We can get a cross-validation score for a model as follows, using the f1-score (remember that the f1-score combines the notions of precision and recall)



In [7]:

    
model = SVC(kernel='linear', class_weight='auto')
cross_val_score(model, Xsubset, ysubset, scoring='f1')









    Out[7]:





array([ 0.17610063,  0.24242424,  0.21582734])

But what we really want is the trend of the f1-score with different values of the inputs:



In [8]:

    
C_values = 10 ** np.linspace(-2, 8, 10)
f1_scores = []

for C in C_values:
    model = SVC(kernel='linear', class_weight='auto', C=C)
    cv = cross_val_score(model, Xsubset, ysubset, scoring='f1')
    f1_scores.append(cv.mean())



In [9]:

    
plt.semilogx(C_values, f1_scores, '-k')









    Out[9]:





[<matplotlib.lines.Line2D at 0x10a994bd0>]

We see that we can get an F1 score of arount 0.2 depending on what our $C$ value is.

This is how cross-validation usually works: as a function of hyperparameters, compute the best-fit model and see how well your model does.

Photometric Redshifts

We'll now do a similar validation exercise using the photometric redshift problem on SDSS dr7 quasars using sklearn.ensemble.RandomForestRegressor. The parameters you should explore are n_estimators, criterion, and max_depth. You can read more about these with IPython's help functionality:



In [10]:

    
from sklearn.ensemble import RandomForestRegressor
RandomForestRegressor?

Here's the code again to download the data:



In [11]:

    
from astroML.datasets import fetch_sdss_specgals

data = fetch_sdss_specgals()

# put magnitudes in a matrix
feature_names = ['modelMag_%s' % f for f in 'ugriz']
X = np.vstack([data[f] for f in feature_names]).T
y = data['z']



In [12]:

    
# Plot some magnitudes for the first two thousand points
i, j = 0, 1
N = 2000
plt.scatter(X[:N, i], X[:N, j], c=y[:N],
            edgecolor='none', cmap='cubehelix')
plt.xlabel(feature_names[i])
plt.ylabel(feature_names[j])
plt.colorbar(label='redshift');

Photoz Breakout Questions

Think about what you know about the random forest.

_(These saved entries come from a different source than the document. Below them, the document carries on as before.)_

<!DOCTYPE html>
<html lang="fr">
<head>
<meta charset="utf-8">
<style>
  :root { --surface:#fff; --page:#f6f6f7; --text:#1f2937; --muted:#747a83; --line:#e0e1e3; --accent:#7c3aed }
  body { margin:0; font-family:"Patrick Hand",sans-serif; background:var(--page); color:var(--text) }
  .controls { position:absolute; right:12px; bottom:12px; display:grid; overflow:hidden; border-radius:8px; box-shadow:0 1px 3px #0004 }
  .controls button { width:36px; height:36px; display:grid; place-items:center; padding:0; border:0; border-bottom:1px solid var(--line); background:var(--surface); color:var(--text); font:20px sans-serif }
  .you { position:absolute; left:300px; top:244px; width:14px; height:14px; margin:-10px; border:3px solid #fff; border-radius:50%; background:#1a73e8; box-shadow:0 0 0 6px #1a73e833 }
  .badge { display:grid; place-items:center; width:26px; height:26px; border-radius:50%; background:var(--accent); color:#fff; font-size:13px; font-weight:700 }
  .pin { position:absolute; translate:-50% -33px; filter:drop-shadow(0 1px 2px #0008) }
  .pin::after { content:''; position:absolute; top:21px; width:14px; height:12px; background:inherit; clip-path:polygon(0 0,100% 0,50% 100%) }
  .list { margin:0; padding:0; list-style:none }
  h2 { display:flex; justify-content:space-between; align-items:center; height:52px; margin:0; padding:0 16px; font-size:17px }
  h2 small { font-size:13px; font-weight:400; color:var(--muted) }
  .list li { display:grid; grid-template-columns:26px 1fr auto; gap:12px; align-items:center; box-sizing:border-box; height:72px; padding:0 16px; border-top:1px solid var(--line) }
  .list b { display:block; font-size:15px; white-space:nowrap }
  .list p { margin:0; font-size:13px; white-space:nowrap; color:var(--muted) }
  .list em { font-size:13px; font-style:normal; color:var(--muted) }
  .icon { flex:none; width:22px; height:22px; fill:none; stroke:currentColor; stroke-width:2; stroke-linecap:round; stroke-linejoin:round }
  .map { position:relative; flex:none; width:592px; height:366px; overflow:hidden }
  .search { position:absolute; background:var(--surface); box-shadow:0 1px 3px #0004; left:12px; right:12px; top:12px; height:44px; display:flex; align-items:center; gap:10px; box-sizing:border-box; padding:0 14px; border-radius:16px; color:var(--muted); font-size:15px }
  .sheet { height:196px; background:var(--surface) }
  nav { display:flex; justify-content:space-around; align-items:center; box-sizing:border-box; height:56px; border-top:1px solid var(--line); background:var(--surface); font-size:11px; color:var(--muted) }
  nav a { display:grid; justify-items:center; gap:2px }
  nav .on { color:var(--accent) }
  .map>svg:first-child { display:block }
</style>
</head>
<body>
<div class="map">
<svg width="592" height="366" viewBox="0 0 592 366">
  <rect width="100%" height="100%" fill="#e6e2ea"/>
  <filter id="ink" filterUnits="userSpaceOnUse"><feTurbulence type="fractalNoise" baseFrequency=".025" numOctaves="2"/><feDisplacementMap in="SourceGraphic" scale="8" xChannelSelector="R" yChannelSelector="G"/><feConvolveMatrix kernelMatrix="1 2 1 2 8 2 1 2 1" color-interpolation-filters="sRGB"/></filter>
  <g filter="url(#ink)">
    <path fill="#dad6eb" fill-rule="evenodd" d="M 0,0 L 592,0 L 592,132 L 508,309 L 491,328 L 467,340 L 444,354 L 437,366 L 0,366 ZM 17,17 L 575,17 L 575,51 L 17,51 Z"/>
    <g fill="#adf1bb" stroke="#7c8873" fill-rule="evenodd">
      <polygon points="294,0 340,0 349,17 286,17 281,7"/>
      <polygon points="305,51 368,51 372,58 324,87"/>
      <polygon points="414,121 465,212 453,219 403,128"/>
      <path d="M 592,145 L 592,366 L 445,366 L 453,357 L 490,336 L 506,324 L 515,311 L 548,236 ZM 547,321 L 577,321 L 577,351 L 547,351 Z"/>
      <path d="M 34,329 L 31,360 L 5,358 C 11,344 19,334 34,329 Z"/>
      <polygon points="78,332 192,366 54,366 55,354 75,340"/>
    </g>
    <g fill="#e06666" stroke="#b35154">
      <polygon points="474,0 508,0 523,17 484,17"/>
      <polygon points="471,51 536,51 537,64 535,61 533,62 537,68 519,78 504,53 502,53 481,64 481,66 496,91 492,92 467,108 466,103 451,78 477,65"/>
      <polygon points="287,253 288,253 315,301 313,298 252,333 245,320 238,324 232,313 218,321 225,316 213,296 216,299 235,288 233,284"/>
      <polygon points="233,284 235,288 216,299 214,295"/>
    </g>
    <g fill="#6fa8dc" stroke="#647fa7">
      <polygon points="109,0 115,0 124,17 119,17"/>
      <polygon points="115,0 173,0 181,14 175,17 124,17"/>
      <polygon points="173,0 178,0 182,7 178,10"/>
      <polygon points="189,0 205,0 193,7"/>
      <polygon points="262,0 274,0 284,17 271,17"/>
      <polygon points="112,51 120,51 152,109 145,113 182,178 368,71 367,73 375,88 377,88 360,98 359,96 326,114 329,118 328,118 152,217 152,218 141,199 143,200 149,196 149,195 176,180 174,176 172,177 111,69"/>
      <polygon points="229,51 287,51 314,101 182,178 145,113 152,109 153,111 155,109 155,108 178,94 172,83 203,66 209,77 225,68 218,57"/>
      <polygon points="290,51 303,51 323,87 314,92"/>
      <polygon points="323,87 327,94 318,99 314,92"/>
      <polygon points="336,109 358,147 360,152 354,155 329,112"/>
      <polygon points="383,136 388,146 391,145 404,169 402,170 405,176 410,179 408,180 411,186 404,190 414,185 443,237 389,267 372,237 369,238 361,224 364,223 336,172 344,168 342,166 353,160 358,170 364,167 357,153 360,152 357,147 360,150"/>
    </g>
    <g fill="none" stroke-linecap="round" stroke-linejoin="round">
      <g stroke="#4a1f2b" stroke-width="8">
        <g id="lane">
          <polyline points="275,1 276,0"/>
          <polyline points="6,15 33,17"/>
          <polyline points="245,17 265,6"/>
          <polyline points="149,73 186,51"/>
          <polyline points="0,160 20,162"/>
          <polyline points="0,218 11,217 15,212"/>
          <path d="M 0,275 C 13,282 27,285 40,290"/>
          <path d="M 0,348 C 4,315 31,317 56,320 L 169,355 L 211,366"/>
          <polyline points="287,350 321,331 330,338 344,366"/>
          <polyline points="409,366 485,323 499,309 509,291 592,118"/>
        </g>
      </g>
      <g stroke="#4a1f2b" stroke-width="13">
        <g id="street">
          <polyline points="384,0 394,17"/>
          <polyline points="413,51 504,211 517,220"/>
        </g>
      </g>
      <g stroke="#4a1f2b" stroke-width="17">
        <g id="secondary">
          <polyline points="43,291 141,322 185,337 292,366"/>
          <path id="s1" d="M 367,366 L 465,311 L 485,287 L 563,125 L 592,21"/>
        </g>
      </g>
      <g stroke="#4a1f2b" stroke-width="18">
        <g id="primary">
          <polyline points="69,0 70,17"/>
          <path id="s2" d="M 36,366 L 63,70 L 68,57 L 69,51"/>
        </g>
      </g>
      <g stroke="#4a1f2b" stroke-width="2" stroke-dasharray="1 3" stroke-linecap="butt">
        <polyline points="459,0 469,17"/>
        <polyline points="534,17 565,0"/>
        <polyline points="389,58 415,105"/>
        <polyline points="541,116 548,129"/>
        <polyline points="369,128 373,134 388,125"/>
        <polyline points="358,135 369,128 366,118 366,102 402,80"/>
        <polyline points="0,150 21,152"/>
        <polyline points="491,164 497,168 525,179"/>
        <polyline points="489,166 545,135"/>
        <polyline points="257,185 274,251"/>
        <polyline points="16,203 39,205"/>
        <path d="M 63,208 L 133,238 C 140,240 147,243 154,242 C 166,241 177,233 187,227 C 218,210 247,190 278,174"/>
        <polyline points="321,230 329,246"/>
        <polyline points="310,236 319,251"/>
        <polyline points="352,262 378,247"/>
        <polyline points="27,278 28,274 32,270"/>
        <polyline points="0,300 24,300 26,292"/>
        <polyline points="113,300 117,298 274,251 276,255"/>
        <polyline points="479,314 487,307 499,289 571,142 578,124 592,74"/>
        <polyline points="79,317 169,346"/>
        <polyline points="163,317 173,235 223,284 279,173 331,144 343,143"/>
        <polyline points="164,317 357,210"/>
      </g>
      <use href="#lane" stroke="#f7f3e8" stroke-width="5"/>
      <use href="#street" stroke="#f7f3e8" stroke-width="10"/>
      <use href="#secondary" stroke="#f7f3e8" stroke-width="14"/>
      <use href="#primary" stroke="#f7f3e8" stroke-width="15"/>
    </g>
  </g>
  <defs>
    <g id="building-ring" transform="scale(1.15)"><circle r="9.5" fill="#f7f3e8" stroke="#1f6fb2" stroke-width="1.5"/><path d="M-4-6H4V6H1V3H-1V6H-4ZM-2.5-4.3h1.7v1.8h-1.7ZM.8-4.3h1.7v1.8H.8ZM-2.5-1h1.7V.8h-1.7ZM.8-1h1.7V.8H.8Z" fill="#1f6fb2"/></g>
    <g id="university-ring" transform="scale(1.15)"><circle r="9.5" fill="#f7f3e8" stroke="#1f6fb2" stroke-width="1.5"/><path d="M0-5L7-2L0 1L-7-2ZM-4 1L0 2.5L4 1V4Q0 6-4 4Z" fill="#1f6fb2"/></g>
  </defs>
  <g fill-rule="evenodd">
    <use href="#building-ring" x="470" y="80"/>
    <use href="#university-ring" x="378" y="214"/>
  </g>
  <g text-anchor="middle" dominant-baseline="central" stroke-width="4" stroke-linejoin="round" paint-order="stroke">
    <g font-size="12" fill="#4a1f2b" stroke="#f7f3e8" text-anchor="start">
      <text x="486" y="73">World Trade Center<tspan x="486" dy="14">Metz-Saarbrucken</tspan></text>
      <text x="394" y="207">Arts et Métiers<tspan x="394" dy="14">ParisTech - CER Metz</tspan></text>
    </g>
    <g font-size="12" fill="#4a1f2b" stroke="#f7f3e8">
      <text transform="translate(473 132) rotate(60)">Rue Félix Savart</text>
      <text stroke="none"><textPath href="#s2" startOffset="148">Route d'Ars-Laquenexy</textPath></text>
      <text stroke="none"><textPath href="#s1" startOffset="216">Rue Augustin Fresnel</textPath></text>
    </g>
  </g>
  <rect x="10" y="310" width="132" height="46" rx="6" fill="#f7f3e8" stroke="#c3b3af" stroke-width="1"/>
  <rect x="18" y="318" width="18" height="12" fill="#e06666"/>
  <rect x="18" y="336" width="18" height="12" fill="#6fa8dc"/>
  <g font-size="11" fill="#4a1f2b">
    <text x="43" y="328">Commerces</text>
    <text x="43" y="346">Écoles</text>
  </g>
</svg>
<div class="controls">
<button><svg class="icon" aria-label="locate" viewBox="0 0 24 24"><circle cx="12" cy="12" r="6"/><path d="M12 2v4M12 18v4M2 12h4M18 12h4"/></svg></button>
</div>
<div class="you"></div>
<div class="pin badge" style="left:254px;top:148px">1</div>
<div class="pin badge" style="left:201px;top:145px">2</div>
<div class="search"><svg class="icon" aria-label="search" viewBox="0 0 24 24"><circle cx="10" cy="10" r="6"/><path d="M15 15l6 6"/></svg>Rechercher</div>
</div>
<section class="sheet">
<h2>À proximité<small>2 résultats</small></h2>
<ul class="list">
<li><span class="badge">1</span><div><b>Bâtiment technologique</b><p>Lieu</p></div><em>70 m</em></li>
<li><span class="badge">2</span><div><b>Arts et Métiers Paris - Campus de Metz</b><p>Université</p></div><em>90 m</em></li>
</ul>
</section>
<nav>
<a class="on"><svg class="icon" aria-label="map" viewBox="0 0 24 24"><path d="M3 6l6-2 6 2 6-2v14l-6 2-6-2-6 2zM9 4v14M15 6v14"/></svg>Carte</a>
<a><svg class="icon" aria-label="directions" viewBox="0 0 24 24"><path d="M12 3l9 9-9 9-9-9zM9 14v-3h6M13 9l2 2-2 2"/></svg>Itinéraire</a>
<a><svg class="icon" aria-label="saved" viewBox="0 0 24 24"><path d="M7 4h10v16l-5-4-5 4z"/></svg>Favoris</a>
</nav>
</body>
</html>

Think about how over-fitting and under-fitting might affect the results: how do you expect n_estimators and max_depth to affect these? Can you make some learning curve plots which confirm this expectation?
What is the best mean squared error you can find for this data? (use sklearn.metrics.mean_squared_error)
Often for photometric redshifts, one is not concerned with mean squared error, but with minimizing catastrophic outliers: that is, points for which the redshift is off by (say) 0.5 or more. Can you find a combination of model parameters which leads to the lowest catastrophic outlier rate? (Note that you can provide a scoring function to sklearn.cross_validation.cross_val_score.
Create some learning curves for this data. If you wanted to improve random forest photometric redshift results, would it be more fruitful to: A. Gather more training samples (i.e. more galaxies with spectroscopic redshifts) B. Gather more features (i.e. more photometric observations for each existing sample)

1. Over-fitting vs. Under-fitting

The problem with random forests is that as max_depth increases, our tendency to over-fit the data also increases. Adding more randomized trees tends to correct for this over-fitting.

2. Best mean-squared error

We can use cross-validation just like above to answer this.

3. Custom scorer

We can see from the documentation of cross_val_score that we can give it a custom scoring function; we simply need to define what we want to be the score here.

4. Learning Curves

This takes a bit more work, because the learning curves are not yet built-in to the scikit-learn utilities.